A Bolt of Lightning in the Dark

Part III of my story: How iterative workflow improvements helped me keep my sanity

Saturday, September 10, 2016

In Part II of this essay, I discussed our first attempt to solve a major problem with our workflow -- receiving Excel files intended for use as a form -- and both what went right and what went wrong.

This is the ongoing story of how I solved my problems, from the technical side. I am a former editorial systems editor at the Orlando Sentinel, and a real geek when it comes to problem-solving, so this felt like it was tailor-made for me. I didn't have to hire a consultant or pay thousands of dollars a year in software.

Chapter I: An Anatomy of a More Durable Solution

Our old, Acrobat submittable form was broken due to a firewall change that IT made. I'm not part of the IT department, so I didn't have much leverage, but in any case after discussing the situation with the VP of IT, it wasn't even clear that it would be fixable by us... or at what cost?

We had just cleared our monthly wave of requests, so I had about three weeks to implement a fix. It didn't take long for me to come up with a pretty clear set of requirements:

  1. Must be possible to support the XFDF-based workflow on our end. We're very particular about what information is captured, and it's important to us that our job jackets fit on one sheet front and back.
  2. End-user functionality must rely on standard software available on Windows 7 or Web functionality, with no additional dependencies or requirements.
  3. Cannot be blocked by IT firewall upgrades, or blocking must be easily and quickly whitelisted.
  4. Reliable logging of requests at point of entry, so that even if other pieces fail, the data of the request can still be retrieved.

So I did what anyone else would do under the circumstances: Google research.

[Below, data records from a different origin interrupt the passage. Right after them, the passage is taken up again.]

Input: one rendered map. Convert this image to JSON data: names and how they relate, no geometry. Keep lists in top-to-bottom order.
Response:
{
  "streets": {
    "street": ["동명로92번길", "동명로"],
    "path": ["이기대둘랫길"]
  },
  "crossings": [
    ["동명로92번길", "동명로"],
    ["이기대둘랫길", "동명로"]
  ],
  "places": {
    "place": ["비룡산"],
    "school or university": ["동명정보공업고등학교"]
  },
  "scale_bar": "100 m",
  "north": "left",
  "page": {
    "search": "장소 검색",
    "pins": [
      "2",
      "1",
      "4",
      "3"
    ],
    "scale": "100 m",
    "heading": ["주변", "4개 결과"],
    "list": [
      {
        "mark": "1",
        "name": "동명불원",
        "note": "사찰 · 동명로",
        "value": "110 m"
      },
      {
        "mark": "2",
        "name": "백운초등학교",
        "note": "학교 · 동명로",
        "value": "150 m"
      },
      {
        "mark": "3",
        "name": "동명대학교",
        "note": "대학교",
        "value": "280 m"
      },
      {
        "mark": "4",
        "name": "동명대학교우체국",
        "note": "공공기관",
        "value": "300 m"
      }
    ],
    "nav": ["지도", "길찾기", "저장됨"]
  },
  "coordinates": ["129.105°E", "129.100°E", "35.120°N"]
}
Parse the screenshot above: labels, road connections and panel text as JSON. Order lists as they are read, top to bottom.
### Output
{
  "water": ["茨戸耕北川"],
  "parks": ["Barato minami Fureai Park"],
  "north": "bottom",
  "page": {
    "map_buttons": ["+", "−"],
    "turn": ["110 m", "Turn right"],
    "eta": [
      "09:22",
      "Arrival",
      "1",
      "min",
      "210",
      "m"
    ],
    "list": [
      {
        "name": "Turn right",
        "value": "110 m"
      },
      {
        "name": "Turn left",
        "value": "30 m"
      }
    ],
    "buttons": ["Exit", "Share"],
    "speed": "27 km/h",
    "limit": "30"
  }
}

I spoke with vendors who offered us outrageously expensive solutions -- hundreds of dollars a month, thousands of dollars a year -- all targeted at very large teams or extremely complex workflows.

The problem is that we're a small, in-house team. At the time, there were two of us. I couldn't come up with an ROI that made sense for such a small team at a price of more than a few hundred dollars a year. After all, our team is small, physically located in just one office, and uses a paper-based flow as our primary workflow (mostly because we're all in the same place). So elaborate workflow-based solutions didn't make sense to us.

One other thing: I really wanted to keep my XFDF-based workflow if I could. I was happy with the output, and it gave us one really nifty piece of functionality that I didn't think anyone else could. If I wanted to change the design of the form, for any reason, I could do so at any time and as long as we didn't change the underlying data fields, everything would just work.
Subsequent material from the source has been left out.